Aim of the task
Establish the number of lines below that contain the string "overflow". State that number alone.

[Data items]
= Beginning of Section =
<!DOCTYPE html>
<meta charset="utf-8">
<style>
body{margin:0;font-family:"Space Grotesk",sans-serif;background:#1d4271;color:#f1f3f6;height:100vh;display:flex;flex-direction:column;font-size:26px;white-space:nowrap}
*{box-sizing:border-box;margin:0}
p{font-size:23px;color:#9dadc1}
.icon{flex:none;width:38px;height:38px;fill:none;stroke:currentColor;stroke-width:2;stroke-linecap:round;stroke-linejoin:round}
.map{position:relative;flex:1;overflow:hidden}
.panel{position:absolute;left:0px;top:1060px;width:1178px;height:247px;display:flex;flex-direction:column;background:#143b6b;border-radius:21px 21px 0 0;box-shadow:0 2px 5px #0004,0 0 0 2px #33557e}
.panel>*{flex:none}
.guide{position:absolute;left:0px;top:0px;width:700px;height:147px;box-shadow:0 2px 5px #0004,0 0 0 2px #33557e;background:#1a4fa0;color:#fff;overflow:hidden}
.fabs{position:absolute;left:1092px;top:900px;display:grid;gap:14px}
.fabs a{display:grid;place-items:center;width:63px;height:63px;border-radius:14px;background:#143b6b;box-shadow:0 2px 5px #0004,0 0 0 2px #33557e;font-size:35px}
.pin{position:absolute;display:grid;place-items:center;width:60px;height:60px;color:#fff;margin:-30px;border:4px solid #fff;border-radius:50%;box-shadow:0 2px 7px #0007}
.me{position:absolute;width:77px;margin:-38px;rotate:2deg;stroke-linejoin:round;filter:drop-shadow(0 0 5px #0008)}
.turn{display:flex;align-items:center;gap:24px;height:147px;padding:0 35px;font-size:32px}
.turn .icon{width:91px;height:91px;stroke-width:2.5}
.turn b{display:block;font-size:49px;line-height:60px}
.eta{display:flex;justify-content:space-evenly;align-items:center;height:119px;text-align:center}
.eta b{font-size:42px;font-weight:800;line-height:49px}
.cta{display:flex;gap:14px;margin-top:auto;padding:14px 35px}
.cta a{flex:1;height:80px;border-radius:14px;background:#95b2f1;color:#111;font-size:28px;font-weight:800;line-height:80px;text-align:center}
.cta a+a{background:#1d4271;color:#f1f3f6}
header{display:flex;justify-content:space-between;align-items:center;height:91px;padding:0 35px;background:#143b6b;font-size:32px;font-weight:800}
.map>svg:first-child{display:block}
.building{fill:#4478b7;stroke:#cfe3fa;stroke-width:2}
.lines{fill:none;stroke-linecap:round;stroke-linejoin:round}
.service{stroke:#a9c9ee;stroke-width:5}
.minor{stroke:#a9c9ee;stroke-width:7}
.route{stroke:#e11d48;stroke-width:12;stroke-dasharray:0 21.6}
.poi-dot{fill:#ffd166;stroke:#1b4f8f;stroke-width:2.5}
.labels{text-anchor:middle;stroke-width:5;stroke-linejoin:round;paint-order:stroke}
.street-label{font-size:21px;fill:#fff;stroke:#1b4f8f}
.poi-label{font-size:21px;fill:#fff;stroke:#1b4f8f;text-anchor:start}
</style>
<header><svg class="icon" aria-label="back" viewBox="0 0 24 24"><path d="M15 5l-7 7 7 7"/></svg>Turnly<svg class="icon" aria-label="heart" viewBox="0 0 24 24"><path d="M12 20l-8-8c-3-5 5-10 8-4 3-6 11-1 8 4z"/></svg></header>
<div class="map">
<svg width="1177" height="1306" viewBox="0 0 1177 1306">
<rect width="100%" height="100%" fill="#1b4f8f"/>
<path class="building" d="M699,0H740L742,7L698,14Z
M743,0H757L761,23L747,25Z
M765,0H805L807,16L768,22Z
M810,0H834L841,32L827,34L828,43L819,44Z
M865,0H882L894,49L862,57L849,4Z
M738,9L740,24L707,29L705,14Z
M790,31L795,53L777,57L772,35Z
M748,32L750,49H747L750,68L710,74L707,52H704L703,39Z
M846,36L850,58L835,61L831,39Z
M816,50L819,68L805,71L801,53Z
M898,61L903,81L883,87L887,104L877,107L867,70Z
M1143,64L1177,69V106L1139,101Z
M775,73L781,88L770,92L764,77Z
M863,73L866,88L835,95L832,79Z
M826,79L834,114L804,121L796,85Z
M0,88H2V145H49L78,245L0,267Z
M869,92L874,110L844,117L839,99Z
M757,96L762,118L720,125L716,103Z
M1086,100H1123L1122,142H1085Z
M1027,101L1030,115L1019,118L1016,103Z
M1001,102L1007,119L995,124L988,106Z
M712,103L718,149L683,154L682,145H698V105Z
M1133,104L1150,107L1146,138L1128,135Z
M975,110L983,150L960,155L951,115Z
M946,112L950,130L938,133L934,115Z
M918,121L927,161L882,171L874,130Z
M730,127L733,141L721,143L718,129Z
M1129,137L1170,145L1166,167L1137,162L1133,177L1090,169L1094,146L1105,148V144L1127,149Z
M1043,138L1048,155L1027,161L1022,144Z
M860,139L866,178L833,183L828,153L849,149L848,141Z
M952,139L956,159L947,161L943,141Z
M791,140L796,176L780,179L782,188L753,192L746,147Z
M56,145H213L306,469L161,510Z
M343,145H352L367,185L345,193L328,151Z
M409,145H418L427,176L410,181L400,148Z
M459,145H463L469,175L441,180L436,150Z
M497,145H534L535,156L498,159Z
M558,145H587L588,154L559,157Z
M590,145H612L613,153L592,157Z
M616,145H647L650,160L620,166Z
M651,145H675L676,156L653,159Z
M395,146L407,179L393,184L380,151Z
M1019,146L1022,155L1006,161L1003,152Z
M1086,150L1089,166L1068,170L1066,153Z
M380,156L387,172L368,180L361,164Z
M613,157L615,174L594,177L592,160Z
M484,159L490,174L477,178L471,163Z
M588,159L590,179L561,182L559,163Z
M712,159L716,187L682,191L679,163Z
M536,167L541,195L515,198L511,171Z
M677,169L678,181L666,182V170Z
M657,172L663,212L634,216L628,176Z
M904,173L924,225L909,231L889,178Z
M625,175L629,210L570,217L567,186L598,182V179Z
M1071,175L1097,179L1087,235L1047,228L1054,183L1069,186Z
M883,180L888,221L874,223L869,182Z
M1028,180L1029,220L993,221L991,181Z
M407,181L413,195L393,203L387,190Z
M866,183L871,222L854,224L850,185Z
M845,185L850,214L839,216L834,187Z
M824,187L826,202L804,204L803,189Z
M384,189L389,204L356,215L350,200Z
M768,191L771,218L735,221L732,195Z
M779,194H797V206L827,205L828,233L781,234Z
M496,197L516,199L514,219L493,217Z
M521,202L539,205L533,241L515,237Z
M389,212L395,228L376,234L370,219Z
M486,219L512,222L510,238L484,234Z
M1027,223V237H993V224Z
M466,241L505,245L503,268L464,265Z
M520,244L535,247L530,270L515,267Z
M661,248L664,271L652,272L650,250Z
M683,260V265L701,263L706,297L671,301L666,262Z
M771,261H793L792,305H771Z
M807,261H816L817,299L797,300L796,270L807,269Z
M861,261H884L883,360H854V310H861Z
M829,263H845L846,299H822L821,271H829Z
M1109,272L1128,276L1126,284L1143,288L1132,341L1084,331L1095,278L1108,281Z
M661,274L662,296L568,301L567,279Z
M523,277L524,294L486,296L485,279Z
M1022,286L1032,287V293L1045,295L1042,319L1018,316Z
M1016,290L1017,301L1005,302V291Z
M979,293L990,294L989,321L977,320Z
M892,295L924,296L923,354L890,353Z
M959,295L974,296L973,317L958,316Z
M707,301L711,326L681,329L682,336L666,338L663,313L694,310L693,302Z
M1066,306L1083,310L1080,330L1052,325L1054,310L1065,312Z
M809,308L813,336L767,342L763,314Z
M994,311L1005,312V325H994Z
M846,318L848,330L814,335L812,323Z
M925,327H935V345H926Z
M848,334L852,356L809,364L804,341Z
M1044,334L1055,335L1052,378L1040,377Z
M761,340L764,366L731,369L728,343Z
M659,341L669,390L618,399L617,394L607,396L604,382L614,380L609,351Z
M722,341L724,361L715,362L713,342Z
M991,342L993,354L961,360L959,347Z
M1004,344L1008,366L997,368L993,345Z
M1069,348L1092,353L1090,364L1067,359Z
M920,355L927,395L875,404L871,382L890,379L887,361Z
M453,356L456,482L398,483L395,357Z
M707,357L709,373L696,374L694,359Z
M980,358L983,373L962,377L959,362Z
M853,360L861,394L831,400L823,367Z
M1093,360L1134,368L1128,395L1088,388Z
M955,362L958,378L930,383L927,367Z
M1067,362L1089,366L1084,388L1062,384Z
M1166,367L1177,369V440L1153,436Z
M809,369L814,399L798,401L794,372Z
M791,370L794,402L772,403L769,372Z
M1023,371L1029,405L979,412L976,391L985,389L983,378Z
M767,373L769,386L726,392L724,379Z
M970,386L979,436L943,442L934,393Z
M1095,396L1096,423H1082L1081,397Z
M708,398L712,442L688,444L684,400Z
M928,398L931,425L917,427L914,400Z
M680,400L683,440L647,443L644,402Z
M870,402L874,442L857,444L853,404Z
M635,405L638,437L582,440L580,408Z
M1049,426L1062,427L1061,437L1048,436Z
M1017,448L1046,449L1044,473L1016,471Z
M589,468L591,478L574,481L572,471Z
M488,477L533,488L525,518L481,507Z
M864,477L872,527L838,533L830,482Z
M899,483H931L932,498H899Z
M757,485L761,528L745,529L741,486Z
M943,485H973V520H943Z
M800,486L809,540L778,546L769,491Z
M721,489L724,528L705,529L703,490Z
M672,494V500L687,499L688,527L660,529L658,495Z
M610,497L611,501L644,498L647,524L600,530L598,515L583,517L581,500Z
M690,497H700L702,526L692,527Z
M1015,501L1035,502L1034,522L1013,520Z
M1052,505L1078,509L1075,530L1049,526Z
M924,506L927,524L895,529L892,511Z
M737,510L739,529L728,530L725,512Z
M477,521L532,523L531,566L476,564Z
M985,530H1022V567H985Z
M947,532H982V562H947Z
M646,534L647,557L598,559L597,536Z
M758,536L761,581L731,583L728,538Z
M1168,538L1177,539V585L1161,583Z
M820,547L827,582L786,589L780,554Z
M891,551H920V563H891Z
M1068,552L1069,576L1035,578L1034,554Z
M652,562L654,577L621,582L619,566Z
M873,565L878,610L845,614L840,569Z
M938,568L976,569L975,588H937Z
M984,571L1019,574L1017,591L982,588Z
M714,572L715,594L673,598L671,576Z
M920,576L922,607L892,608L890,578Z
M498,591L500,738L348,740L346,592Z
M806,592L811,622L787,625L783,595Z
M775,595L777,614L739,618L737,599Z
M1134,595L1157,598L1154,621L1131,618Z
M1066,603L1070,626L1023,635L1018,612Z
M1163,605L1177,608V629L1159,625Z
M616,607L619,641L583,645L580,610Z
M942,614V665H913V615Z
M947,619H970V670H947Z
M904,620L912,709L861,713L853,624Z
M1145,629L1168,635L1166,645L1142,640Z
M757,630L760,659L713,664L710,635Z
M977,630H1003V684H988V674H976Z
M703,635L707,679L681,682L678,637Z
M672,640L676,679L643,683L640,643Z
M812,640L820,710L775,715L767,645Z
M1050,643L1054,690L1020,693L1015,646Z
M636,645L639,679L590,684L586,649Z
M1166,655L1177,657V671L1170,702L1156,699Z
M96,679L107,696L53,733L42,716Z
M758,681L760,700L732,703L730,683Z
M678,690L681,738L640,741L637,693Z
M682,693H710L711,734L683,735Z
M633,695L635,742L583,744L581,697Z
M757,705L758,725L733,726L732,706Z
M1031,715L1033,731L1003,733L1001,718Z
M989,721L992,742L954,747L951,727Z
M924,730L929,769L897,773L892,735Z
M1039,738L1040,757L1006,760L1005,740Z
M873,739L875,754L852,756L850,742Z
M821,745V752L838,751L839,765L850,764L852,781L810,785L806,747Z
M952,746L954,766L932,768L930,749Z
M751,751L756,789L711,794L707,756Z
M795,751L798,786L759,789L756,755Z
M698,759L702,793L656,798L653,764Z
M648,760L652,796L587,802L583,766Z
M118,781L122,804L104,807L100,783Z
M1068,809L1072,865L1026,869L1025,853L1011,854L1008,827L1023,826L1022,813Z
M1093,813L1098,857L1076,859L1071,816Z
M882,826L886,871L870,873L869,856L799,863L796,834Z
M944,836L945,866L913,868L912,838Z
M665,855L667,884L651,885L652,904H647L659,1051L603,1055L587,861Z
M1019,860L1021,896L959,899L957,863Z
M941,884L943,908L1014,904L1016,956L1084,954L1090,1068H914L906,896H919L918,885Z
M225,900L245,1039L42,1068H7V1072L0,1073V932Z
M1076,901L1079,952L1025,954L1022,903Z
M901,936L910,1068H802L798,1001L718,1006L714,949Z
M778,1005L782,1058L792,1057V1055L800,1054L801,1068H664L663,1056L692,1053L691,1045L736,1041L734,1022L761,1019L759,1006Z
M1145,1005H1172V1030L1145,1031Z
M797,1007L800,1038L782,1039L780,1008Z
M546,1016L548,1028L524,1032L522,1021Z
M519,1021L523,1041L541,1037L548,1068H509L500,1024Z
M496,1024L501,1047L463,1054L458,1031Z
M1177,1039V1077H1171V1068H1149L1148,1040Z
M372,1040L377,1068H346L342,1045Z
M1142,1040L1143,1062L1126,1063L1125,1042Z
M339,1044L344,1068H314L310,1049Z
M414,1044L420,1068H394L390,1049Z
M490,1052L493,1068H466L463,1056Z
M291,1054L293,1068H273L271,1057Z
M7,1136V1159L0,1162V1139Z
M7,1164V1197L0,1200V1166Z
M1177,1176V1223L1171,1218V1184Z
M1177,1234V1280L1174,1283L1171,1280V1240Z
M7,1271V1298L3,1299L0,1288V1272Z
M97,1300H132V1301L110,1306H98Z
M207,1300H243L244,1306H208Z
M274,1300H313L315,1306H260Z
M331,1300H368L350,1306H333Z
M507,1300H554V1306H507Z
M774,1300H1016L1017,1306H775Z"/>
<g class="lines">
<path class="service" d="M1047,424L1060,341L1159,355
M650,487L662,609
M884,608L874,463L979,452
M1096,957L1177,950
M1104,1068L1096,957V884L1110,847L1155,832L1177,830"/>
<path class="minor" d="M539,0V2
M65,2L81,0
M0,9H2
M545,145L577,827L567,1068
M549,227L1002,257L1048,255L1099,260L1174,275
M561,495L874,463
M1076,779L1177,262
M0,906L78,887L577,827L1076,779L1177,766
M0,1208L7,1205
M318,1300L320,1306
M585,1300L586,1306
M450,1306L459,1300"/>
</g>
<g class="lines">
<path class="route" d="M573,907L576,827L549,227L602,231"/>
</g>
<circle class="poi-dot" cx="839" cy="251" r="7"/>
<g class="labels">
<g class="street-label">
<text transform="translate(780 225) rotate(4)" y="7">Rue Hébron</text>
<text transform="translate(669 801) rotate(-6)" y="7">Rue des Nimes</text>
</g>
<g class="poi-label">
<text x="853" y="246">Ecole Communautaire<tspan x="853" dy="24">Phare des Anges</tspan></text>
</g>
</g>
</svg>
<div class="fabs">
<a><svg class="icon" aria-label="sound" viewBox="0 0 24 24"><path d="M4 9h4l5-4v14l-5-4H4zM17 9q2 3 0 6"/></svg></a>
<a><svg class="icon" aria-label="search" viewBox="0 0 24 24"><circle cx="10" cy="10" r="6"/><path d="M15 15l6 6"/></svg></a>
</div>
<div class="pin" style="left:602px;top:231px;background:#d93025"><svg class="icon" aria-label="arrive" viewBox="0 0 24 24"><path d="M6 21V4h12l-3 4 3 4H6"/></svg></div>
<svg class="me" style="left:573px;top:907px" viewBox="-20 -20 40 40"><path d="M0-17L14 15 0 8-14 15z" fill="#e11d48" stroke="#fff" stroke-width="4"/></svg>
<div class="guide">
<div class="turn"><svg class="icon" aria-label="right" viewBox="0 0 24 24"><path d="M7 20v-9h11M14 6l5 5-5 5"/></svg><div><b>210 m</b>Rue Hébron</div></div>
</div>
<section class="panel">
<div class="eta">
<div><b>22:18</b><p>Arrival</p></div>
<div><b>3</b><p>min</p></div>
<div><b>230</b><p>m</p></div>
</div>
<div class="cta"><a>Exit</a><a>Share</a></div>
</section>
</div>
= End of Section =
Answer to the problem
2